### Aim of the task
Pull every line containing "lists" from the listing.

### Records shown
▬▬▬▬▬▬▬▬▬▬
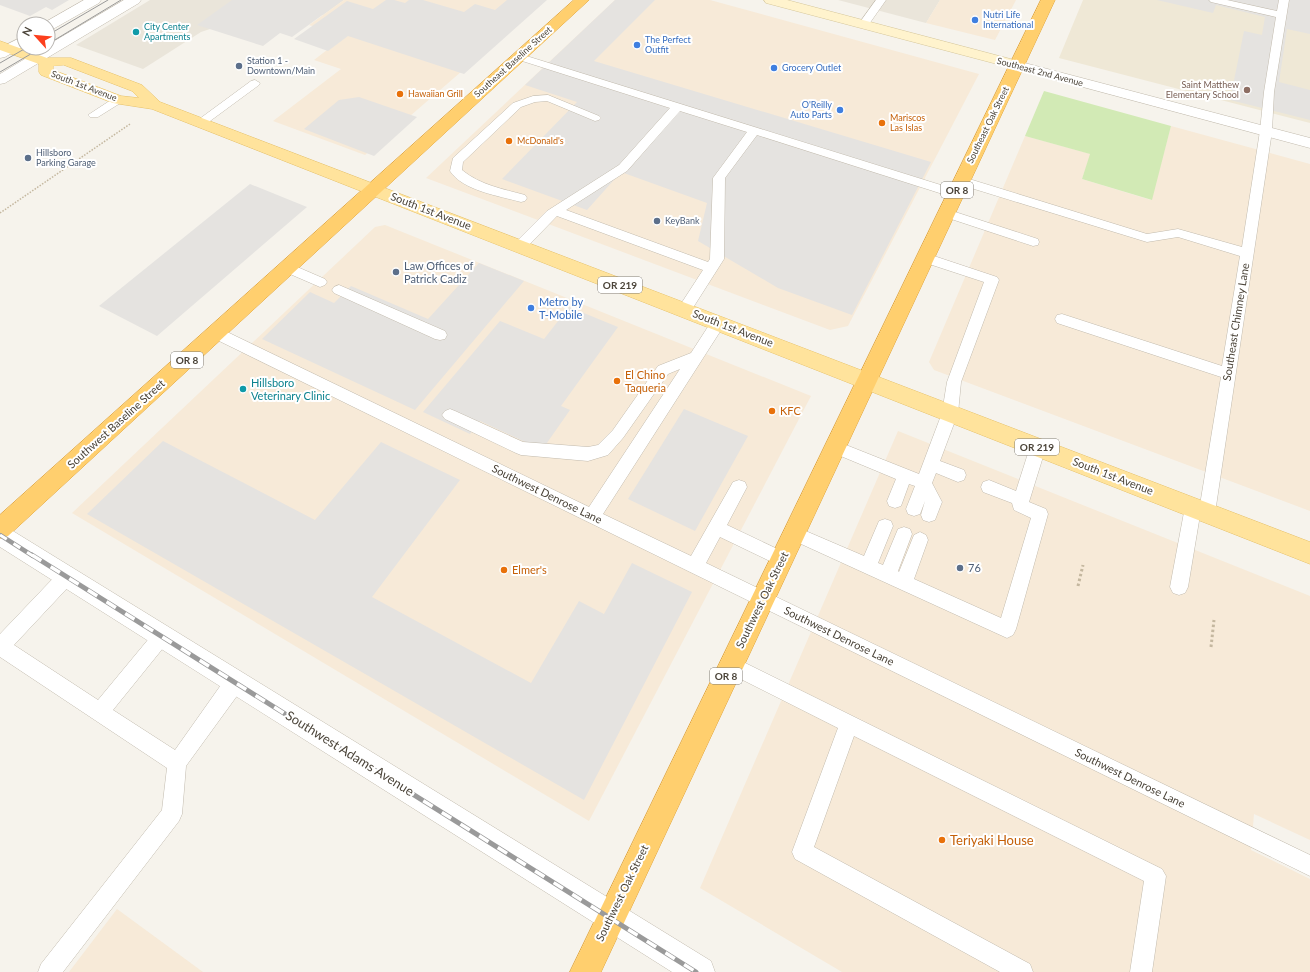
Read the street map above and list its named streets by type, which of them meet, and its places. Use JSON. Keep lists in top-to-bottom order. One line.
{"streets":{"highway":["Southeast Baseline Street","Southeast Oak Street","OR 8","Southwest Baseline Street","Southwest Oak Street"],"main road":["South 1st Avenue","OR 219"],"street":["Southeast 2nd Avenue","Southwest Adams Avenue"],"lane":["Southeast Chimney Lane","Southwest Denrose Lane"]},"crossings":[["Southeast Baseline Street","South 1st Avenue"],["Southeast Baseline Street","Southwest Baseline Street"],["Southeast 2nd Avenue","Southeast Oak Street"],["Southeast 2nd Avenue","Southeast Chimney Lane"],["South 1st Avenue","Southeast Oak Street"],["South 1st Avenue","Southeast Chimney Lane"],["South 1st Avenue","Southwest Baseline Street"],["South 1st Avenue","Southwest Oak Street"],["Southeast Oak Street","Southwest Oak Street"],["Southwest Baseline Street","Southwest Denrose Lane"],["Southwest Denrose Lane","Southwest Oak Street"],["Southwest Oak Street","Southwest Adams Avenue"]],"places":["Nutri Life International","City Center Apartments","The Perfect Outfit","Station 1 - Downtown/Main","Grocery Outlet","Saint Matthew Elementary School","Hawaiian Grill","O'Reilly Auto Parts","Mariscos Las Islas","McDonald's","Hillsboro Parking Garage","KeyBank","Law Offices of Patrick Cadiz","Metro by T-Mobile","El Chino Taqueria","Hillsboro Veterinary Clinic","KFC","76","Elmer's","Teriyaki House"],"north":"top left"}
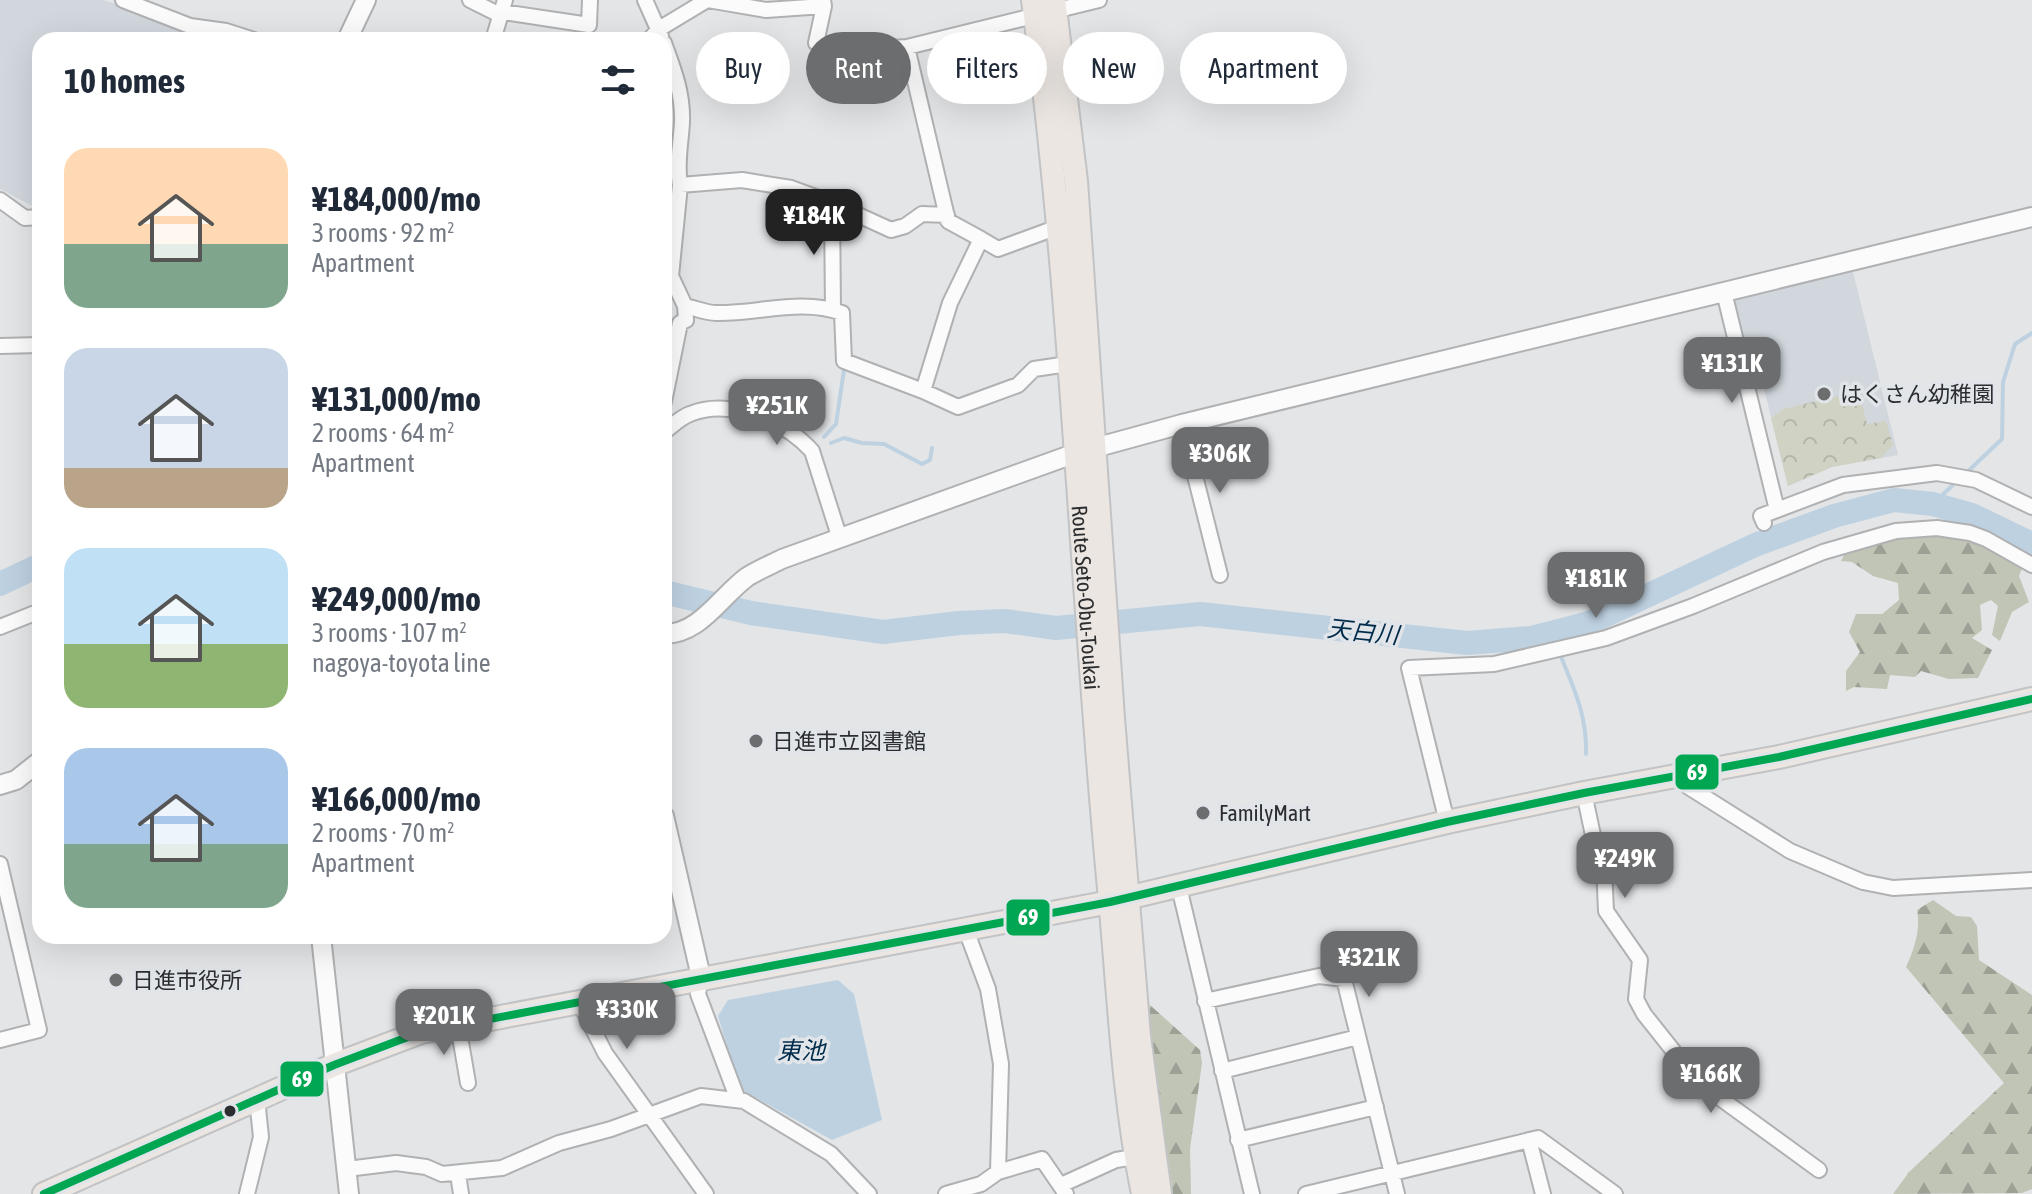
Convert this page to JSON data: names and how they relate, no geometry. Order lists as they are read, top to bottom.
{
  "streets": {
    "main road": ["Route Seto-Obu-Toukai"]
  },
  "water": ["天白川", "東池"],
  "places": [
    "はくさん幼稚園",
    "日進市立図書館",
    "FamilyMart",
    "日進市役所"
  ],
  "lines": ["transit line 69"],
  "page": {
    "chip": [
      "Buy",
      "Rent",
      "Filters",
      "New",
      "Apartment"
    ],
    "heading": "10 homes",
    "list": [
      {
        "name": "¥184,000/mo",
        "note": "3 rooms · 92 m² · Apartment"
      },
      {
        "name": "¥131,000/mo",
        "note": "2 rooms · 64 m² · Apartment"
      },
      {
        "name": "¥249,000/mo",
        "note": "3 rooms · 107 m² · nagoya-toyota line"
      },
      {
        "name": "¥166,000/mo",
        "note": "2 rooms · 70 m² · Apartment"
      }
    ],
    "price": [
      "¥184K",
      "¥131K",
      "¥251K",
      "¥306K",
      "¥181K",
      "¥249K",
      "¥321K",
      "¥330K",
      "¥201K",
      "¥166K"
    ]
  }
}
▬▬▬▬▬▬▬▬▬▬
### Answer for this exercise
Read the street map above and list its named streets by type, which of them meet, and its places. Use JSON. Keep lists in top-to-bottom order. One line.
Convert this page to JSON data: names and how they relate, no geometry. Order lists as they are read, top to bottom.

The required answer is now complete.